Note: The information presented above is intended only to provide general information and not as a definitive basis for diagnosis or treatment in any particular case. It is very important that you consult your doctor about treatment and follow-up recommendations.

What Is ERCP?

Endoscopic retrograde cholangiopancreatography, or ERCP, is a specialized technique used to visualize gallbladder, intrahepatic and extrahepatic bile ducts, pancreatic ducts.

During the ERCP, your physician will pass an endoscope through your mouth, esophagus and stomach into the duodenum (first part of the small intestine). An endoscope is a thin and flexible tube with light and camera on the tip. After your physician sees the common opening to the ducts from the liver and pancreas, a narrow plastic tube, called a catheter, is passed through the endoscope and into the ducts. A contrast agent (dye) is injected through the catheter and images of the examined areas are taken with an x-ray device.

How should I Prepare for the ERCP?

You should fast for at least 6 hours preferably overnight before the procedure. It is important that you have an empty stomach during the procedure, which is necessary for the best examination.

You should inform your physician about medications you take regularly and any allergies you have to medications. Remember to let your physician know about any allergies you have to medications containing iodine including contrast agents. Although an allergy doesn’t prevent you from having ERCP, it’s important to discuss it with your physician prior to the procedure. Also, be sure to tell your physician if you have heart or lung conditions.

What should I expect from the ERCP?

A local anesthetic may be applied to your throat or a sedative may be administered to make you more comfortable during the procedure. Some patients also receive antibiotics before the procedure. You will lie on your left side on a table compatible with x-ray device. Then, the endoscope is passed through your esophagus and stomach by your physician to reach duodenum. The instrument does not interfere with breathing, but you might feel mild bloating sensation because of the air inflated in the stomach.

What are possible complications of ERCP?

ERCP is a well-tolerated procedure when performed by well-trained physicians who are specially experienced in the technique. Although complications requiring hospitalization can occur, they are quite uncommon. The most common complications can include pancreatitis (inflammation of the pancreas), infections, bowel perforation and bleeding. Some patients can have an adverse reaction to the sedative used. The complications are mostly manageable without requiring a surgical intervention.

Risks vary, depending on why the ERCP is performed, what is found during the procedure, and whether a patient has major medical problems. Patients undergoing therapeutic ERCP (removing stones from bile ducts) face a higher risk of complications than patients undergoing diagnostic ERCP. Your physician will discuss your likelihood of complications before you undergo the procedure.
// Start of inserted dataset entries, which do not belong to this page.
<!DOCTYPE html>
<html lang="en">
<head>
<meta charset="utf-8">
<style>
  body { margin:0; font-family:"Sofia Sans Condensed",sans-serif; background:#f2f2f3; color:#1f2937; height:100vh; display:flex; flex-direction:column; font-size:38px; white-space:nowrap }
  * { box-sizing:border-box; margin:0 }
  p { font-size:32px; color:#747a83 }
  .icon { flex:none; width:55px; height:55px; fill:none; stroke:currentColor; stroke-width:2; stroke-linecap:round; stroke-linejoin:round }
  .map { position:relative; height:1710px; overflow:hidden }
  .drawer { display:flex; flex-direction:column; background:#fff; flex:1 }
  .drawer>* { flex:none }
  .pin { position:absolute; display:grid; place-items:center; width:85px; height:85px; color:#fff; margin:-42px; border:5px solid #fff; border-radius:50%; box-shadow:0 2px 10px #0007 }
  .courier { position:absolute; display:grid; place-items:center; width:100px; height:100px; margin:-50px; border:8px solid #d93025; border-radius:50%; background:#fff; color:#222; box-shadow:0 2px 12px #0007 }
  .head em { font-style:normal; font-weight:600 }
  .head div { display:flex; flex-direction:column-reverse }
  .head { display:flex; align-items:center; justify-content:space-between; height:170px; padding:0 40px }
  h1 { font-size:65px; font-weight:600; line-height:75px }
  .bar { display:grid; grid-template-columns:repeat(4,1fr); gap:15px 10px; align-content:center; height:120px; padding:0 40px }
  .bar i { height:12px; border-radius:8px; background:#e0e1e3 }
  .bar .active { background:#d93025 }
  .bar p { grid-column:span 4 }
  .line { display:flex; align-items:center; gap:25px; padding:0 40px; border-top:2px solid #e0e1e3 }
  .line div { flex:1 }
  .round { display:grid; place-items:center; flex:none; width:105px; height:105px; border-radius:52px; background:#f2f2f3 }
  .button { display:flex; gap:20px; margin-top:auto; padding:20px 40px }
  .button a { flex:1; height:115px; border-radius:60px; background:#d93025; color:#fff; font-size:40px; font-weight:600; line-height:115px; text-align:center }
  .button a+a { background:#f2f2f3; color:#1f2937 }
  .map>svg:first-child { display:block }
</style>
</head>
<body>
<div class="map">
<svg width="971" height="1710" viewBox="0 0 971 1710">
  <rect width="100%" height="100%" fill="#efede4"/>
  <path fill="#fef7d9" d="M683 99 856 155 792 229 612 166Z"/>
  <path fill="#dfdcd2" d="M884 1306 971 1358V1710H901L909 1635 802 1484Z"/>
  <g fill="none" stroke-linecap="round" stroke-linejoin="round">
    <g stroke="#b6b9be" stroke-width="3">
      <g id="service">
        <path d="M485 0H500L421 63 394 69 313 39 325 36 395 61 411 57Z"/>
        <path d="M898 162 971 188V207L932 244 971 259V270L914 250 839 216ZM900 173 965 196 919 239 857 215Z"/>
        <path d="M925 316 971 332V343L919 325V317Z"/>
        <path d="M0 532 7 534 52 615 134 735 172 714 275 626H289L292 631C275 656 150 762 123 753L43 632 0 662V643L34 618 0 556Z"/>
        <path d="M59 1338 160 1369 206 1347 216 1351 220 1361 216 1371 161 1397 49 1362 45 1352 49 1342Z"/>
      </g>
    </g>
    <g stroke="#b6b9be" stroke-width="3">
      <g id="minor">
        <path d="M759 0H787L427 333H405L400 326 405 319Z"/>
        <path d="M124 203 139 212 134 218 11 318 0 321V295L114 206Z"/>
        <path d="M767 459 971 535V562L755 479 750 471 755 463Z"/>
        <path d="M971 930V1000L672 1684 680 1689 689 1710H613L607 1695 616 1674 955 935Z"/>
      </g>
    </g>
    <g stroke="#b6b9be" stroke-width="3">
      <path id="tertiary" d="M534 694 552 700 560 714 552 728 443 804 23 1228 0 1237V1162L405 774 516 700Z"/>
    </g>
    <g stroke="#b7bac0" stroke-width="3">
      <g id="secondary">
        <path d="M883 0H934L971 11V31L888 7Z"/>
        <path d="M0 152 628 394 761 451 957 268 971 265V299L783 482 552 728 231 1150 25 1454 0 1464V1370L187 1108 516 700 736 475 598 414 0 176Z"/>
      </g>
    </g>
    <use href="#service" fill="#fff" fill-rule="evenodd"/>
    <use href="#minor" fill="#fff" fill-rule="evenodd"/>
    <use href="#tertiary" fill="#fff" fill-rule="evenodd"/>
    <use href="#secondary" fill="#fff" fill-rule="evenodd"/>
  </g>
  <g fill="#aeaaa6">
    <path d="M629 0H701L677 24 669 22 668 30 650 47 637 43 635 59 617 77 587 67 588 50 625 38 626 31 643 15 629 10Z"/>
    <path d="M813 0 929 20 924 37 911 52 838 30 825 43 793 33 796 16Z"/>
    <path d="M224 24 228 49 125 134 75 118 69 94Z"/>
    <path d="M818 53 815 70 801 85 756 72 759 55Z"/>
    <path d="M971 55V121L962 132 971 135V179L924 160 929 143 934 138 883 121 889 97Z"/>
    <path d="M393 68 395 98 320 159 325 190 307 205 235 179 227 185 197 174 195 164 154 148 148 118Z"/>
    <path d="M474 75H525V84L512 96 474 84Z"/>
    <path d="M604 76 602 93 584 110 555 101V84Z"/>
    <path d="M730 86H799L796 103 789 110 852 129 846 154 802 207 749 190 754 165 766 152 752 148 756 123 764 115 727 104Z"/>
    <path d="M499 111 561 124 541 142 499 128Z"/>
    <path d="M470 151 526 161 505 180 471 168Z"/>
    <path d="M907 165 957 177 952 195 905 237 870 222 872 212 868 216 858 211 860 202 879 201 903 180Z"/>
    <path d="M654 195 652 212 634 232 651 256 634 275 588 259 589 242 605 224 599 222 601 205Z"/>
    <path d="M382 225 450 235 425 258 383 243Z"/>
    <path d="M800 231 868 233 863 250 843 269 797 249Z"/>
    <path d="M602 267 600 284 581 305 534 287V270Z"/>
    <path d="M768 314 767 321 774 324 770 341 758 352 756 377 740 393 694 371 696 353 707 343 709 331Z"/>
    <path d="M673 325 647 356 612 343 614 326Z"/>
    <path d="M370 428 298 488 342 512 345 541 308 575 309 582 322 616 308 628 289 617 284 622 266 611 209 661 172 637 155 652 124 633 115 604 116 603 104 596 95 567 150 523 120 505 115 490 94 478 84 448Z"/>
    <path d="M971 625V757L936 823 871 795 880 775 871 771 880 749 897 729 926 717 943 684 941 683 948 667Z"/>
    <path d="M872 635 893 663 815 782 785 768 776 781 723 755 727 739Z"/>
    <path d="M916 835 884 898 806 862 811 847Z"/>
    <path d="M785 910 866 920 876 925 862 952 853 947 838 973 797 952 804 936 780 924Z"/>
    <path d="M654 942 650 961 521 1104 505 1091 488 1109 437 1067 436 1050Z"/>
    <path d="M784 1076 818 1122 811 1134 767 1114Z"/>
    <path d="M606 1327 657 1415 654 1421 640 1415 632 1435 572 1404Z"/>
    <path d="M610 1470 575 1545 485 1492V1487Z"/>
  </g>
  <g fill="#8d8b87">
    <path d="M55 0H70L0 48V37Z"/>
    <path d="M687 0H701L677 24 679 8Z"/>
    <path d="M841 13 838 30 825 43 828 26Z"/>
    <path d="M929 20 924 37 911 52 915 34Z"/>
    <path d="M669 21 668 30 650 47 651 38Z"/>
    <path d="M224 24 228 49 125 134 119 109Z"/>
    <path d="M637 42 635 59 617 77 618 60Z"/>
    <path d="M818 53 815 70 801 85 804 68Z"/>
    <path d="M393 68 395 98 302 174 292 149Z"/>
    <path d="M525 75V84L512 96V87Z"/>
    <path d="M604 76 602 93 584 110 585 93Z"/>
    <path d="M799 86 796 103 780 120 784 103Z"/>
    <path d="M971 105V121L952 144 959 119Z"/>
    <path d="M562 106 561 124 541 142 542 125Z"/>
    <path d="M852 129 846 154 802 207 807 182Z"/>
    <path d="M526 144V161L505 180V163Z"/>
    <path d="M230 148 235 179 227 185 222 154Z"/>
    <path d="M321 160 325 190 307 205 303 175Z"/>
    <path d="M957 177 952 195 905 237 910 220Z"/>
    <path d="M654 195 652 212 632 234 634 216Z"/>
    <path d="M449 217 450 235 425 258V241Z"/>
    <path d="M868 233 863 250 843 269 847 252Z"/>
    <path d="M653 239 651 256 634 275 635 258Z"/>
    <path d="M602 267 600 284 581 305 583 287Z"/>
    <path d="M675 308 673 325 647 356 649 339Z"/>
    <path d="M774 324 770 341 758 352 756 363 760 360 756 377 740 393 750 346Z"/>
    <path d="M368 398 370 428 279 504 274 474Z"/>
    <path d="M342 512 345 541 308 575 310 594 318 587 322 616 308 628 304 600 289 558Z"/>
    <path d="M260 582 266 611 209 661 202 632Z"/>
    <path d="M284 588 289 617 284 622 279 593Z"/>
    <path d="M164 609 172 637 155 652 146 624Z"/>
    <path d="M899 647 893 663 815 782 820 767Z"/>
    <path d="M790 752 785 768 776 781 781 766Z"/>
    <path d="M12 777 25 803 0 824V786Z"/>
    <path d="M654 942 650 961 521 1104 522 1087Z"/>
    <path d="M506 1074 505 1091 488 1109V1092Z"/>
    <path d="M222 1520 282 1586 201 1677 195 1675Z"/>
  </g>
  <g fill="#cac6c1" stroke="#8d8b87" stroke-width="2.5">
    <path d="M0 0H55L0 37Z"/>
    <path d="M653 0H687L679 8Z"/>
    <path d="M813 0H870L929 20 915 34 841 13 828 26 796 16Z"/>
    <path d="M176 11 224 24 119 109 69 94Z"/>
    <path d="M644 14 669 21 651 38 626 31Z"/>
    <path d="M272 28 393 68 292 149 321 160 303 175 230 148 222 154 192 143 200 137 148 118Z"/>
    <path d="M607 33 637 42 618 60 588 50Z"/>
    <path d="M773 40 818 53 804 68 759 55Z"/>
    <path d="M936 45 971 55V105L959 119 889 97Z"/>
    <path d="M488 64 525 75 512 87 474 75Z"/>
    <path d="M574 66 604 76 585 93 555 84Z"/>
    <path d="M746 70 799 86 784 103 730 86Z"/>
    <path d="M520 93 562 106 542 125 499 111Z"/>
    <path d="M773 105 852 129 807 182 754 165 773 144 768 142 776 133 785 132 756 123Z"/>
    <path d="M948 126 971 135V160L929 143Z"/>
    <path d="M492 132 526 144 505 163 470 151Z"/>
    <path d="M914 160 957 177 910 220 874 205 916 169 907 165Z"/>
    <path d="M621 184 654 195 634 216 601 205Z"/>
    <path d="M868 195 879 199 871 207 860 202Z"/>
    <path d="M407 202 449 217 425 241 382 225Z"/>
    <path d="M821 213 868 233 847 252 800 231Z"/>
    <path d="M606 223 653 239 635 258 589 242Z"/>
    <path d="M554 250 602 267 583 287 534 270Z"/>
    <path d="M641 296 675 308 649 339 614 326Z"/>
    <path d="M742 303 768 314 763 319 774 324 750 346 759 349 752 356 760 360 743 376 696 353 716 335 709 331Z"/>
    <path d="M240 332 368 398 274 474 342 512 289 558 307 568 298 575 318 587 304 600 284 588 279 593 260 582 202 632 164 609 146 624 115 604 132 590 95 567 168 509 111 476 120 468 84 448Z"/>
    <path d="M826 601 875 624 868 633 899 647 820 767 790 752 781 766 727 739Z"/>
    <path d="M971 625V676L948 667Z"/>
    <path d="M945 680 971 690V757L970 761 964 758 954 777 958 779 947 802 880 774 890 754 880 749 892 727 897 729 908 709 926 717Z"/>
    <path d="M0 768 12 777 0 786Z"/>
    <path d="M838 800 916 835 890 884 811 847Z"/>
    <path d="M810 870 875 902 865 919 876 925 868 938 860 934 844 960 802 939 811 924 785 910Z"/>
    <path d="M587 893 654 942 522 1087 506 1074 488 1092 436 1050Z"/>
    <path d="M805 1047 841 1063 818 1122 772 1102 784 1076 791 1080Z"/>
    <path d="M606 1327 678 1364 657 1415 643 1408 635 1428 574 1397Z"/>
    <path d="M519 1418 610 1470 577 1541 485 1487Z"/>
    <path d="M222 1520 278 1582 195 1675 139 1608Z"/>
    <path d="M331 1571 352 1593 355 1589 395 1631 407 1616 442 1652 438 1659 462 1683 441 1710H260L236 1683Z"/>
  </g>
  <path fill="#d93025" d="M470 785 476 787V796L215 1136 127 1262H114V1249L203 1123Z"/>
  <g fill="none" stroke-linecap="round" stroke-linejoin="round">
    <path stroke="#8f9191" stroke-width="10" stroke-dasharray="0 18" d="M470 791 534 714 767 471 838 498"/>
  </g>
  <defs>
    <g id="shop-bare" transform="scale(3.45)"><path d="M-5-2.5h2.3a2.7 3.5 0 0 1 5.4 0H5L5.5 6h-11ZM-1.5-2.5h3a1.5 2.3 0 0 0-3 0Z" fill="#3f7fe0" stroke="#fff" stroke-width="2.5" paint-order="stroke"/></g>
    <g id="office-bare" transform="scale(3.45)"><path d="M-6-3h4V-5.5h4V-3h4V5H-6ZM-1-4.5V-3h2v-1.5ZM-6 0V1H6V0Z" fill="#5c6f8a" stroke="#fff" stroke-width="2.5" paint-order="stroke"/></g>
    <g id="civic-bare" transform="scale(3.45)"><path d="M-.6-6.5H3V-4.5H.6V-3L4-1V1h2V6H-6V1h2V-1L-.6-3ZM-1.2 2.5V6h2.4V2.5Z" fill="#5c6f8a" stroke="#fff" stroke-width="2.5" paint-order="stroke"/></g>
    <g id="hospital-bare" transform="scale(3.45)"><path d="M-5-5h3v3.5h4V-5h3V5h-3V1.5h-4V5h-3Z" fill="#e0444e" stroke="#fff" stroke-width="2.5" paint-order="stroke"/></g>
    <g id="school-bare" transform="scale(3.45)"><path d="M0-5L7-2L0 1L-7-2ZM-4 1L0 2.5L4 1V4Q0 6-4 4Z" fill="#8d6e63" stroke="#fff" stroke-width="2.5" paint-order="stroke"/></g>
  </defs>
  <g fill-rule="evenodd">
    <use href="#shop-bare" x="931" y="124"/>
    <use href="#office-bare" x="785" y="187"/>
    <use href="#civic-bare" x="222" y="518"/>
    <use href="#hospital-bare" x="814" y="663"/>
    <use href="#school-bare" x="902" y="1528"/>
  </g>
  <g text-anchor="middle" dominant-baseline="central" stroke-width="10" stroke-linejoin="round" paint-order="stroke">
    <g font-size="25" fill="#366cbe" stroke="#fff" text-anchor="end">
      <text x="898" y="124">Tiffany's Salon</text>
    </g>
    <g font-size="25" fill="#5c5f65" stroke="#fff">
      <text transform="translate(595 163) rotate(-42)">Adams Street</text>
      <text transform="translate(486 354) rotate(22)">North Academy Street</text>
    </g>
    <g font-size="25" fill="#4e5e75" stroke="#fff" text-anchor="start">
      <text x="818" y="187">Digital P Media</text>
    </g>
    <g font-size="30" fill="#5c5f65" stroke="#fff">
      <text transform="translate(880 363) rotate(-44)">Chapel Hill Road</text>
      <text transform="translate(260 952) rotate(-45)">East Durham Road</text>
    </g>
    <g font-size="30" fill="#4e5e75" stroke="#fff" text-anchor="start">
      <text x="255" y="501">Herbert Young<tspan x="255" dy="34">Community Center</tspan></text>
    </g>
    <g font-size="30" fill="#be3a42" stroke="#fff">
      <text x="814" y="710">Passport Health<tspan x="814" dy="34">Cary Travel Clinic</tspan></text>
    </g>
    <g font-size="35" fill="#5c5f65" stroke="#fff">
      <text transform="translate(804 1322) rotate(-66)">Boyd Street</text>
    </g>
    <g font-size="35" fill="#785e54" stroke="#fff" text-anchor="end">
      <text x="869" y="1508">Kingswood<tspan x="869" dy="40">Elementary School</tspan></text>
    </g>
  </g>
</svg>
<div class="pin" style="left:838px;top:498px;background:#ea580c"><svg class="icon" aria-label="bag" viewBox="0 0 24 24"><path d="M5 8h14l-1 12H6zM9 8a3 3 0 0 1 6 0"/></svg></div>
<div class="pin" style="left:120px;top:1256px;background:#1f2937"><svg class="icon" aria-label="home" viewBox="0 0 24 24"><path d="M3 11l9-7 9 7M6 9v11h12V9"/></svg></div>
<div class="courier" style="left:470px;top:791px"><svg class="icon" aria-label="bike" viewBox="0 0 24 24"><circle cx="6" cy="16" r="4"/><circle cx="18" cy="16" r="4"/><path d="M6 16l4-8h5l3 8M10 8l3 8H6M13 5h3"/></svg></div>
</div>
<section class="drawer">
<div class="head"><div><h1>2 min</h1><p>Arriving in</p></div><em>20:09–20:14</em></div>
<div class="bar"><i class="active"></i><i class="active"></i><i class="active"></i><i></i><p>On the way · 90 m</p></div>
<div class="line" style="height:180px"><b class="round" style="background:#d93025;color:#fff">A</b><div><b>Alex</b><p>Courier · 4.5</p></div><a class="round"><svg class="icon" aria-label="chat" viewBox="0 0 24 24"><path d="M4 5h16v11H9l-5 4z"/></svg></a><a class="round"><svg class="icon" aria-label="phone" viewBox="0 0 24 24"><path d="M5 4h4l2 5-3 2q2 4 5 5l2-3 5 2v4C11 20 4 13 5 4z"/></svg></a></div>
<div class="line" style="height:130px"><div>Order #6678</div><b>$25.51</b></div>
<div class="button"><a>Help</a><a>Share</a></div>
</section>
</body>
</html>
What should I expect after the ERCP?

If you undergo the ERCP as an outpatient, you will be observed for complications until most of the effects of the medications have worn off before being sent home. You might experience bloating or burping. You can resume your usual diet unless you are instructed otherwise.

Someone must accompany you home from the procedure because of the sedatives used during the examination. Even if you feel alert after the procedure, the sedatives can affect your judgment and reflexes for the rest of the day.